April 15, 2016

Early this year oil prices plunged, the stock market followed suit, commodity prices fell, and the expansion appeared vulnerable.  But in the past couple of months that scenario has turned on a dime.  Crude oil prices have jumped 60%, the stock market has rebounded and is approaching a record high level, and commodity prices have turned upwards.  What in the world is happening?

The most dramatic change was in the oil market.  Crude oil prices appeared to stabilize in the fall of last year but resumed their slide in November.  Prices fell from the mid-$40’s to a low of $26 by mid-February as the global supply and demand imbalance pushed prices inexorably lower.  However, global production is about to shrink.

Gasoline Prices -- Crude

The Energy Department expects U.S. production to slip from its current pace of 9.0 million barrels per day to 8.4 million by yearend and to 8.0 million in 2017.  At the same time oil ministers from OPEC nations and Russia could decide this weekend to cap production.  As a result, oil prices have rebounded from a mid-February low of $26 per barrel to $42.

Gasoline Prices -- Production

Changes in crude oil prices have perversely impacted the stock market.  On balance lower oil prices stimulate economic activity in the U.S. as consumers, manufacturing firms that use oil, and transportation companies all benefit.  But the markets have chosen to focus on the negative impact on companies in the oil sector and possible adverse consequences for financial firms exposed to energy.  The drop in oil prices caused the S&P 500 to fall 11% between November and mid-February, but rebound by an equivalent amount between mid-February and mid-April as oil prices surged.  The index is now within 2% of the record high level set in July of last year.

S&P 500 Stock Prices -- Short

Meanwhile, commodity prices have been declining steadily for 18 months.  The drop has been led by falling crude oil prices but accentuated by declines in virtually every type of commodity — copper, lead, zinc, aluminum, gold and silver, meats, seafood and poultry.  The drop is attributable to the combination of both the global oil glut and slower growth in China which has reduced the demand for raw materials.  But perceptions have recently shifted.  The global supply of oil is finally expected to decline and growth in China has shown tentative signs of stabilizing.  As a result, commodity prices have turned upwards.
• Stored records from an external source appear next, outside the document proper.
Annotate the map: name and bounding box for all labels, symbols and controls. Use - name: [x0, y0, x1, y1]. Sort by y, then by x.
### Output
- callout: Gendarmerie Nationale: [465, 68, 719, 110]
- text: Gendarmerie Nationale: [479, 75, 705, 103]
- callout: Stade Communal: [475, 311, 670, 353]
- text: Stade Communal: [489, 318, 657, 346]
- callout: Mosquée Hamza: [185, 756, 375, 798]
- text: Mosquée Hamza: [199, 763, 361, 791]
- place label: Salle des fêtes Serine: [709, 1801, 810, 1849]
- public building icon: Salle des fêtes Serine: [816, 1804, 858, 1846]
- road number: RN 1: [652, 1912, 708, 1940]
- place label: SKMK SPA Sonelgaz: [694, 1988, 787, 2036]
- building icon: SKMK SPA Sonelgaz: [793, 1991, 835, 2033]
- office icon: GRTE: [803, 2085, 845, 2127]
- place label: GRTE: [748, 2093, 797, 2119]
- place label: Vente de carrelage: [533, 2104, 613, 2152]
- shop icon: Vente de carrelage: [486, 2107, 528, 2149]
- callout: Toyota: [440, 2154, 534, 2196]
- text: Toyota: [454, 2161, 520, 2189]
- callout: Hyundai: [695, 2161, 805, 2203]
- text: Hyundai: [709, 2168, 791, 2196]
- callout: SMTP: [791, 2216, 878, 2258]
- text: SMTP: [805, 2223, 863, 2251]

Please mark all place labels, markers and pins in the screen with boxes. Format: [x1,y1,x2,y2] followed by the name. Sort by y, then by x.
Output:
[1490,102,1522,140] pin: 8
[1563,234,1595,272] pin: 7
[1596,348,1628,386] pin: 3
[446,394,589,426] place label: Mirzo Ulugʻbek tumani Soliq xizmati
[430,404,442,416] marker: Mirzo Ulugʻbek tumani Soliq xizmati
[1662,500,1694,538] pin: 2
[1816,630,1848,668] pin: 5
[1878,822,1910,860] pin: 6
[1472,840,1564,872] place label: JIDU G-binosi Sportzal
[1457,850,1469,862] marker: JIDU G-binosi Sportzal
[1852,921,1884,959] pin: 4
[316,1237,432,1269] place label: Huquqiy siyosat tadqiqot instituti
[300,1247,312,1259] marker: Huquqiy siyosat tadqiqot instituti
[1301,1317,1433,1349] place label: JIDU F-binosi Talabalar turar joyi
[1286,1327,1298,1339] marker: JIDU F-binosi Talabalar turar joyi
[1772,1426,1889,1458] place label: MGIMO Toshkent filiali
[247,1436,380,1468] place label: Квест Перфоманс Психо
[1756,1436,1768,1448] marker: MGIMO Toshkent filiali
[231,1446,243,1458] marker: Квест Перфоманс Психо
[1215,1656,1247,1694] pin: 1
Commodity Prices -- Energy versus Nonfuel

While swings in oil prices, stock markets, and commodities have been dramatic (and sometimes unnerving) the impact on economic activity appears to have been muted.  First quarter GDP growth (the first estimate of which will be released on April 28) should be about 1.0% after registering growth of 1.4% in the fourth quarter.  But it is important to remember several things.  First, the steady drop in oil prices has sharply reduced investment spending by firms in the oil patch as they curtail research and development spending and reduce purchases of oil drilling equipment.  Second, the dramatic decline in the stock market early this year has made consumers and businesses a bit edgy and slightly less willing to spend.  Finally, the steady increase in the value of the dollar has whacked growth in exports.  Going forward these economic headwinds are likely to disappear.

The 60% increase in crude oil prices between mid-February and mid-April suggests that the relentless drag on GDP growth from a 77% drop in the number of oil rigs in operation since September 2014 may be nearing an end.  The rebound in oil prices should also reduce the potential negative impact on financial firms with exposure to oil.  That combination of events has lifted the stock market higher to a near record level which will allow both consumers and corporate America to breathe a collective sigh of relief and, hopefully, stimulate their willingness to spend.

Gasoline Prices -- Oil Rif Count

First quarter GDP growth for China turned out to be 6.7% — the same as 2015. The sharp slowdown in GDP growth in China has decimated the economies of emerging countries – particularly emerging nations in Asia.  Any hint that GDP growth in China might be stabilizing after its long slide has lifted commodity prices which should, in turn, ease the plight of those countries.

China -- GDP Growth

So while the adverse movement in oil prices, commodities, and stock markets may have trimmed GDP growth in the first quarter, reversing those movements should bolster growth in the second quarter and beyond.  We expect GDP growth in the first quarter to be about 1.0% followed by growth in the subsequent three quarters of about 2.5%.

For the Fed the modest growth reported in the fourth and first quarters combined with a still below target rate for inflation will leave the Fed on hold at its meeting later this month.  But if economic indicators for the second quarter confirm a faster pace of economic activity, and if inflation forecasts are pushed higher by the rebound in oil and commodity prices, a second Fed rate hike still seems likely for June.  While markets have fluctuated wildly in recent months, changes in the underlying pace of economic activity have been quite modest.